As anyone who follows pharmaceutical marketing knows, direct-to-consumer advertising has created blockbuster drugs through selling and redefining diseases so that more patients take more drugs for a longer time.

For example, depression was once a self-limiting condition not a ailment that requires life-long drugs and add-on drugs as it is portrayed now. And Gastroesophageal Reflux Disease or GERD, while it does exist, has been whipped up by Big Pharma as a common ailment in order to sell expensive drugs called Proton Pump Inhibitors (PPIs) like Prilosec, Prevacid, Nexium and Protonix. Usually what passes for "GERD" is just heartburn that can be treated with TUMS or Maalox, or something as simple as eating less.

Convincing people they have depression or GERD is not just a question of marketing expensive drugs they may not need. Both of the drugs prescribed for these conditions are highly linked to bone thinning!

"Patients with gastroesophageal reflux disease (GERD) receive long-term therapy with proton pump inhibitor (PPI) agents. Several studies have recently been published suggesting that treatment with PPI may cause bone fractures," according to a 2013 article in Rheumatology International. The FDA agreed.
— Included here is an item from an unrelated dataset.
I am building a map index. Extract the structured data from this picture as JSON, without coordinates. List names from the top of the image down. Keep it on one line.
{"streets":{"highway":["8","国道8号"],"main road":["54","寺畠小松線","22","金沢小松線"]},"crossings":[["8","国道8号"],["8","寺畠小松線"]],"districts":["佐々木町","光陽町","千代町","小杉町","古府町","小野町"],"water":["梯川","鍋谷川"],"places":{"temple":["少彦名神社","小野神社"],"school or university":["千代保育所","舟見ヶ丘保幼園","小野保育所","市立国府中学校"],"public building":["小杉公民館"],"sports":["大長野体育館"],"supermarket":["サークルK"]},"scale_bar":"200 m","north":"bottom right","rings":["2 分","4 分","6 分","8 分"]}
A review of several epidemiological studies found an "increased risk of fractures of the hip, wrist, and spine with proton pump inhibitor use," the agency said in 2011.

The aggressively marketed antidepressants called SSRIs, including Celexa, Paxil, Prozac and Zoloft, are also linked to fractures say journal articles. SSRIs "may increase the risk of bone fractures, according to new research, reported Medical News Today, citing an article in BMJ Injury Prevention. WebMD agreed. "SSRIs appear to increase fracture risk among middle aged women," it wrote, citing research in the journal Injury Prevention that appeared last year.

Keeping bones strong

While osteoporosis and related bone conditions certainly exist and do sometimes require treatment, fear of "thinning bones" and "osteopenia" is largely an industry concoction to sell products.

Evidence strongly suggests that bisphosphonates and Prolia can make bones weaker (as can GERD and depression meds)—but so can the high-saturated fat, low-fiber Western diet that Big Food pushes.

In fact, people in poorer countries where milk is not consumed often have lower fracture rates than the U.S. notes T. Colin Campbell, PhD, in The China Study, debunking the idea of "milk deficiencies."

According to an article in the American Journal of Clinical Nutrition, "Elderly women with a high dietary ratio of animal to vegetable protein intake have more rapid femoral neck bone loss and a greater risk of hip fracture than do those with a low ratio."

In fact, the best way to avoid thinning bones, says Consumer Reports, is to follow the advice doctors and nutritionists gave long before "milk deficiencies" were identified and bisphosphonates existed. Get busy with weight-bearing aerobic activities like walking, dancing and yoga. And eat a nutritious diet that includes calcium and vitamin D supplementation.

About the author

Martha Rosenberg is a contributing writer to the Organic Consumers Association.